Depuis de nombreuses années, la jurisprudence monégasque cherche à concilier expansion urbanistique et qualité de vie, en sanctionnant les troubles anormaux du voisinage sur le fondement de la responsabilité civile extracontractuelle, indépendamment de toute faute.

Celle-ci permet une appréciation objective et souveraine par les juges du fond, du trouble causé dès lors que le trouble excède la mesure coutumière des troubles « normaux » de voisinage qu'un propriétaire est sensé supporter, à raison des caractéristiques particulières de son bien, pris dans son environnement.

Néanmoins, l'ampleur du trouble n'est pas suffisante : c'est la spécificité de son anormalité et le préjudice qui en résulte qui doivent l'être.

Pendant la durée d'un chantier de construction, le trouble est anormal quand il excède les inconvénients normaux d'un chantier – par sa durée ou son intensité – ou lorsque la construction ne s'effectue pas en conformité avec le permis de construire.

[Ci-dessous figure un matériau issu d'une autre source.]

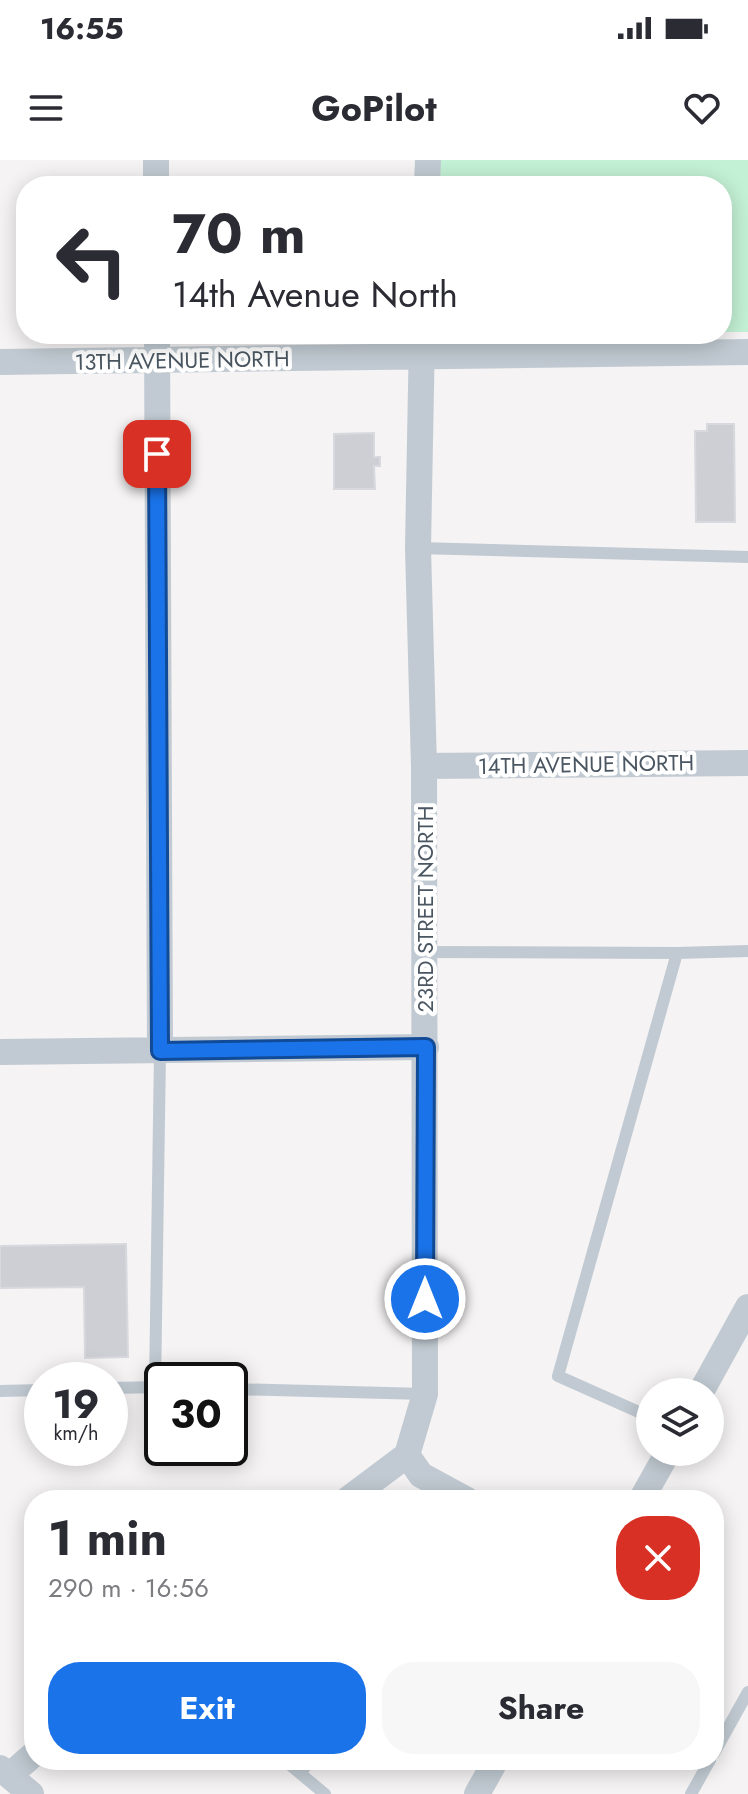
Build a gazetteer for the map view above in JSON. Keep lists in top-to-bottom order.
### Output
{
  "streets": {
    "street": ["13TH AVENUE NORTH", "14TH AVENUE NORTH", "23RD STREET NORTH"]
  },
  "crossings": [
    ["13TH AVENUE NORTH", "23RD STREET NORTH"],
    ["14TH AVENUE NORTH", "23RD STREET NORTH"]
  ],
  "page": {
    "status": "16:55",
    "header": "GoPilot",
    "turn": ["70 m", "14th Avenue North"],
    "speed": "19 km/h",
    "limit": "30",
    "heading": ["1 min", "290 m · 16:56"],
    "buttons": ["Exit", "Share"]
  }
}
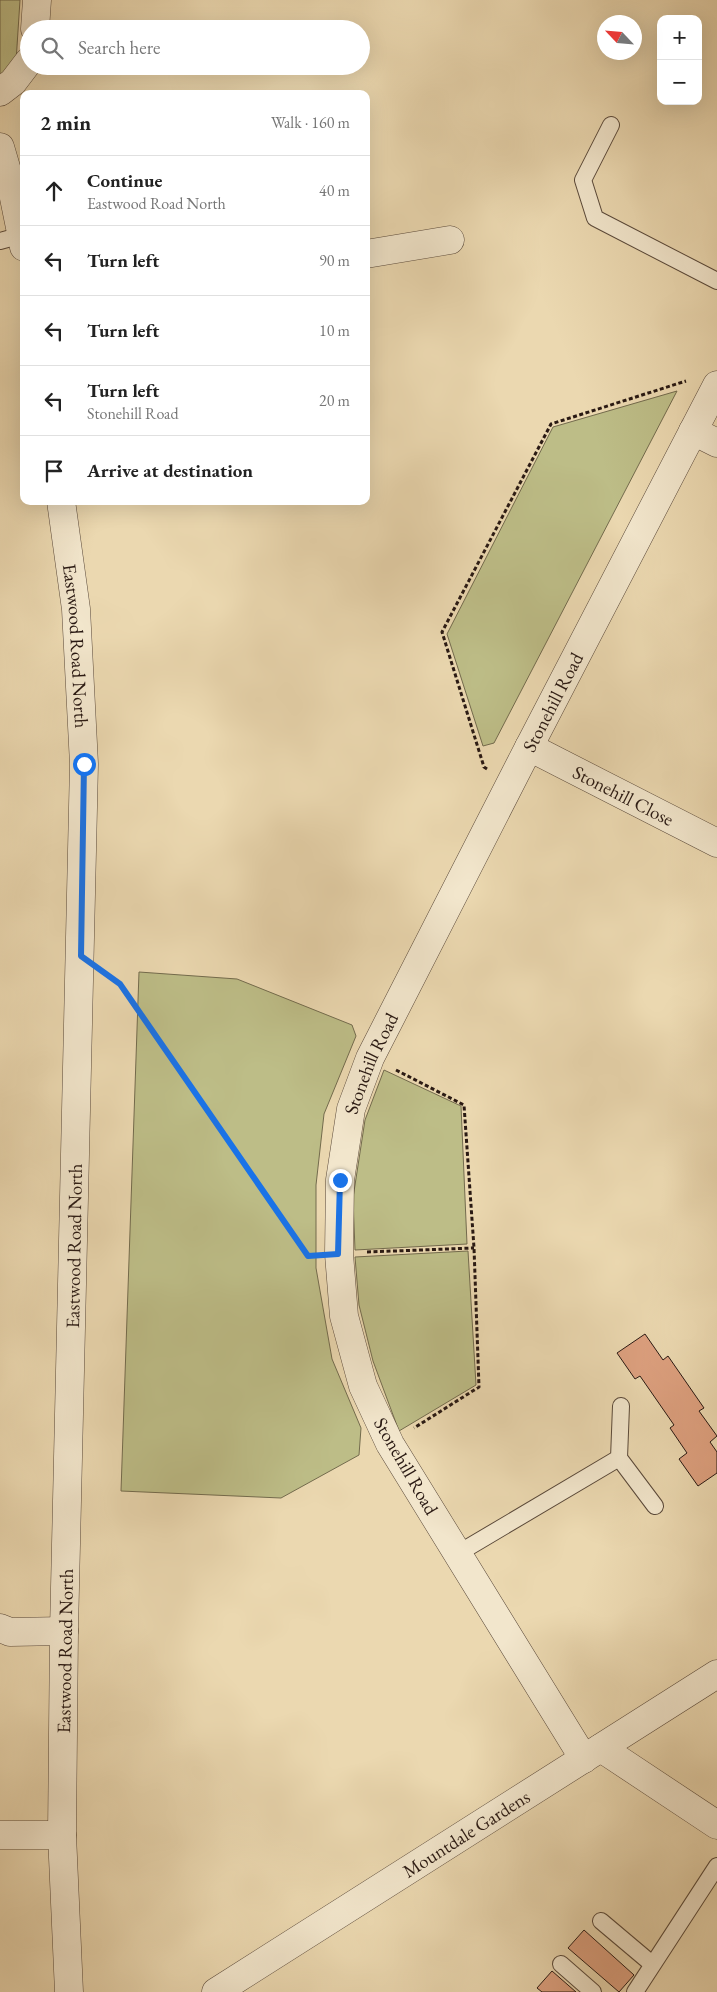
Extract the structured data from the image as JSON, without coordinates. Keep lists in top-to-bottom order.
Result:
{
  "streets": {
    "street": [
      "Eastwood Road North",
      "Stonehill Road",
      "Stonehill Close",
      "Mountdale Gardens"
    ]
  },
  "crossings": [
    ["Stonehill Road", "Stonehill Close"],
    ["Stonehill Road", "Mountdale Gardens"]
  ],
  "north": "top left",
  "page": {
    "map_buttons": ["+", "−"],
    "search": "Search here",
    "heading": ["2 min", "Walk · 160 m"],
    "list": [
      ["Continue", "Eastwood Road North", "40 m"],
      ["Turn left", "90 m"],
      ["Turn left", "10 m"],
      ["Turn left", "Stonehill Road", "20 m"],
      "Arrive at destination"
    ]
  }
}
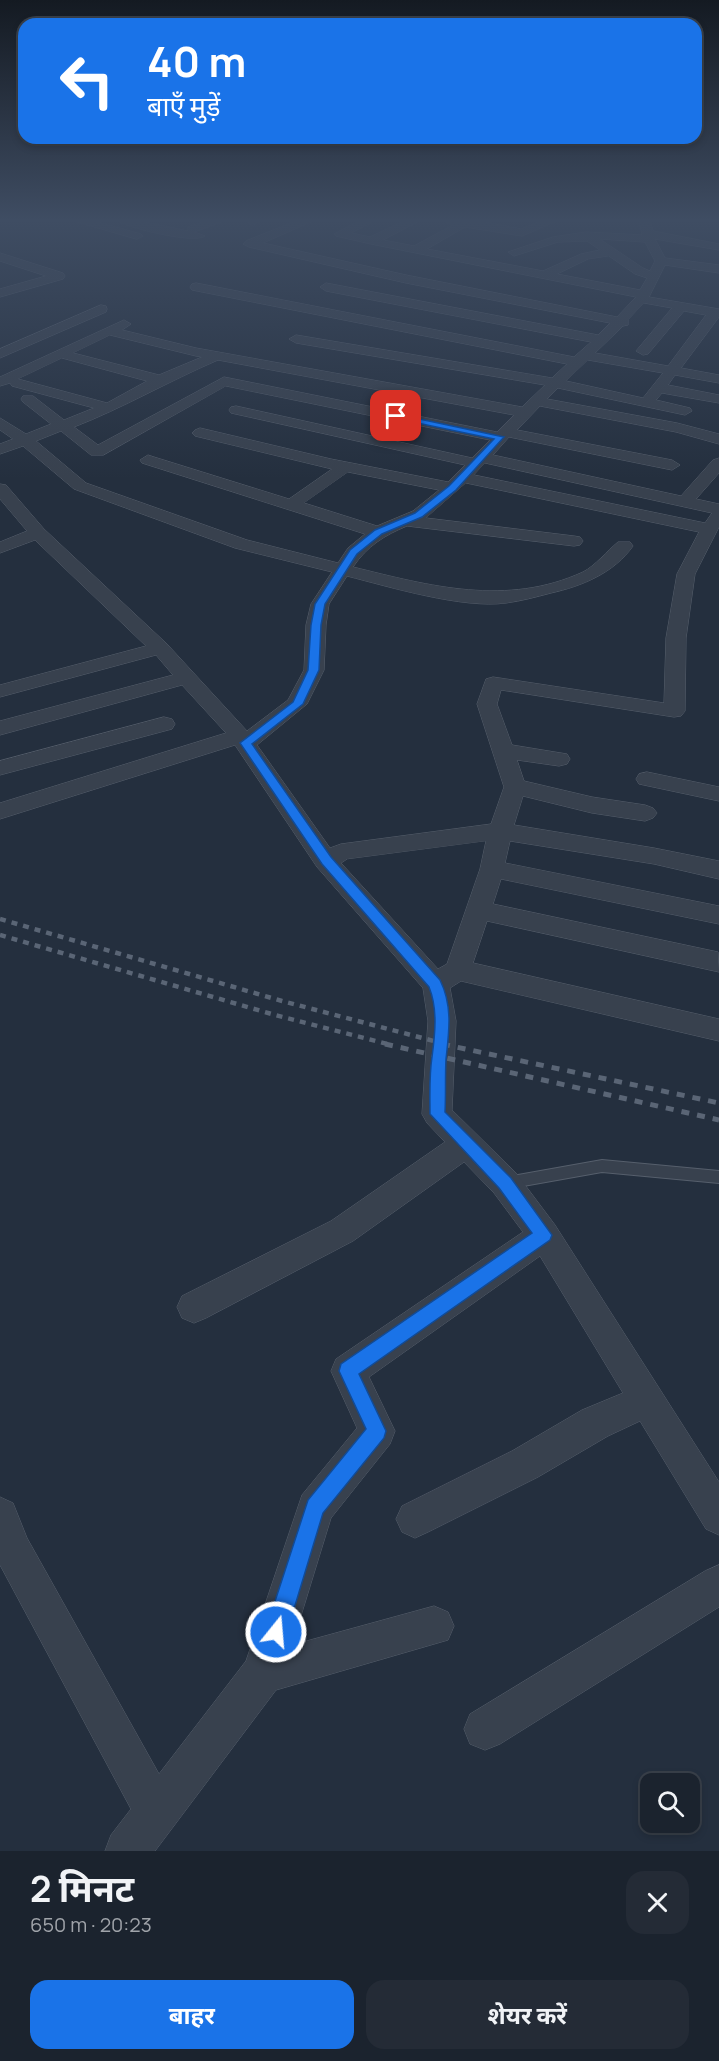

L'auteur du trouble, maître de l'ouvrage, est alors tenu à réparation, sous réserve de son recours éventuel contre les entrepreneurs.

Les juges monégasques procèderont ainsi à une analyse in concreto de plusieurs critères :

  • L'ampleur des travaux, appréciée d'après un « contrôle de proportionnalité » avec les désagréments « normaux » qu'un chantier cause nécessairement ;
  • La durée des travaux, celle-ci étant comparée avec la durée « normale » de ce type de travaux et la durée « supportable » d'un tel chantier et,
  • Les conséquences graves causés par les travaux, que celles-ci soient économiques, matérielles ou morales.

En tout état de cause, la charge de la preuve revient à celui qui se dit victime du trouble allégué et en général, la preuve du trouble anormal requiert le recours à une expertise judiciaire afin de déterminer l'imputabilité et l'ampleur du trouble subi et le chiffrage du préjudice.

Postérieurement à l'achèvement d'une construction, les juridictions monégasques peuvent également retenir l'existence de troubles anormaux du voisinage, par exemple lorsque les constructions édifiées causent une perte d'ensoleillement ou de vue sur un fonds voisin, indépendamment de la violation d'une quelconque servitude.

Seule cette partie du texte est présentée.